=== Begin Enclosure ===

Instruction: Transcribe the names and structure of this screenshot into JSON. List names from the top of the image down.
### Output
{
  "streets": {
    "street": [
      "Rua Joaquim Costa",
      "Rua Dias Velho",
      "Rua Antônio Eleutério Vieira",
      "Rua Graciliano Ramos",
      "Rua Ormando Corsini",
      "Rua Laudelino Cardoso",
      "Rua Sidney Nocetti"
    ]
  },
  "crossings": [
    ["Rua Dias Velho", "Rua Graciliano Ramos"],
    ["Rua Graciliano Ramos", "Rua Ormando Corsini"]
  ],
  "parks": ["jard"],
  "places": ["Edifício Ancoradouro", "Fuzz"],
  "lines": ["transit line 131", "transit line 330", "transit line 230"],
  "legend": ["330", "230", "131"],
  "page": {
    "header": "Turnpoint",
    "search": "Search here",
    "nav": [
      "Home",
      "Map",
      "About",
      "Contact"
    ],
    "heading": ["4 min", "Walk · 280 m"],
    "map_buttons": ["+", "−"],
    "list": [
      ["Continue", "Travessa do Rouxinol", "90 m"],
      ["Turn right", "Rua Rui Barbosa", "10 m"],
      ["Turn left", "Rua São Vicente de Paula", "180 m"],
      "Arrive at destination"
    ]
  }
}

=== End Enclosure ===

• REQUIRED WORK
When a line in the data contains "Velho", return it as written.

• YOUR SOLUTION
      "Rua Dias Velho",
    ["Rua Dias Velho", "Rua Graciliano Ramos"],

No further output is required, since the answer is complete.